Pero no. No es así ni de un lado ni de otro.
Resistencia no es fascismo. Fascismo es otra cosa bien distinta. Resistencia es oponer el derecho de la minoría (o de la mayoría si bien se mira) a los designios de un gobierno que está dispuesto a llevarnos al desastre de los noventa. Y no porque yo lo diga o haya abusado de 6,7,8,. Lo dicen los hechos, o sea actos de gobierno, llevados adelante por la administración Macri en 60 días. Con eso alcanza para saber para donde van y cuál es el resultado final. Insisto, no lo dice Horangel, lo dice la historia argentina dado que estas medidas ya fueron aplicadas y nos mandaron al tacho.
Hasta ahora nadie ha propuesto una sedición (aunque el sonido del helicóptero resuene como un eco en nuestras cabezas), sino frenar la andanada neoliberal en el congreso (cosa que creo no va a ser posible dada la venalidad de muchos legisladores).
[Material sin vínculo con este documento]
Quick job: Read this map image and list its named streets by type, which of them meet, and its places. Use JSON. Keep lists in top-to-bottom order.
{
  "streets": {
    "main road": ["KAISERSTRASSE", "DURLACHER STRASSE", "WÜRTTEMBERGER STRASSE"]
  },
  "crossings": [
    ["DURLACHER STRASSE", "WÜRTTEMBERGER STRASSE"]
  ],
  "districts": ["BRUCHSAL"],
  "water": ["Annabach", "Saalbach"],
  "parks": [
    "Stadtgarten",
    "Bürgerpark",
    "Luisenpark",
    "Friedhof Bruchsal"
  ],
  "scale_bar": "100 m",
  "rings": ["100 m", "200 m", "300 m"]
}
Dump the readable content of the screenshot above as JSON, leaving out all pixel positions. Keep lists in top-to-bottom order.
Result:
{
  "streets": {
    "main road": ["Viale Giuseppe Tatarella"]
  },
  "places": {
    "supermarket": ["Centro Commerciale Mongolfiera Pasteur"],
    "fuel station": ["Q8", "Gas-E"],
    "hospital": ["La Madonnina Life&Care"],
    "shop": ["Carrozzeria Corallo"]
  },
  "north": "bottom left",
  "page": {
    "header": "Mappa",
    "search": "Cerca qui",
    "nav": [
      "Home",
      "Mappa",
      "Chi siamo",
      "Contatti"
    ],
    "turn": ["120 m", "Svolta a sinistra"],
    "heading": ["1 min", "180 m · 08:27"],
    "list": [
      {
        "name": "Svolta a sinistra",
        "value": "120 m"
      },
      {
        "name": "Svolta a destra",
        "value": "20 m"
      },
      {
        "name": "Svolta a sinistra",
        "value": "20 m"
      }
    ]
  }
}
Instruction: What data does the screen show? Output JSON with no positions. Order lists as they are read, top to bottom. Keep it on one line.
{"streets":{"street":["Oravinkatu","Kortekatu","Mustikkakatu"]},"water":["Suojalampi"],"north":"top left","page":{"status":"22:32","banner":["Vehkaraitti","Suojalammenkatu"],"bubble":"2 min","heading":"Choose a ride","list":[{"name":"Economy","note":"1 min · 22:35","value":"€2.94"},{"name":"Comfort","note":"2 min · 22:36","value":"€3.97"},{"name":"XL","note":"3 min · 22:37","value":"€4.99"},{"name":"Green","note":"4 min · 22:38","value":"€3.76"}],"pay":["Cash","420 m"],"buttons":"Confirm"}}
Y como uno sabe por experiencia, el freno a un gobierno de corte nétamente autoritario es el congreso o la calle. El congreso probablemente lo hayamos perdido, nos quedan las calles.
El verdadero acto de fascismo es obligarnos a estar de acuerdo. No dejar que expresemos nuestra disidencia actuando en consecuencia. O sea, ponele que a los caceroleros de todos los cacerolazos se les hubiera prohibido expresarse en la calle, en los medios de la cadena nacional de TN, en donde se les cantara el culo, éso hubiera sido un acto de fascismo. Se estaban resistiendo contra un gobierno que consideraban impropio. Y pudieron hacerlo sin que nadie los jodiera.
Ahora nosotros hacemos lo mismo pero lo nuestro es fascismo. Mirá vos.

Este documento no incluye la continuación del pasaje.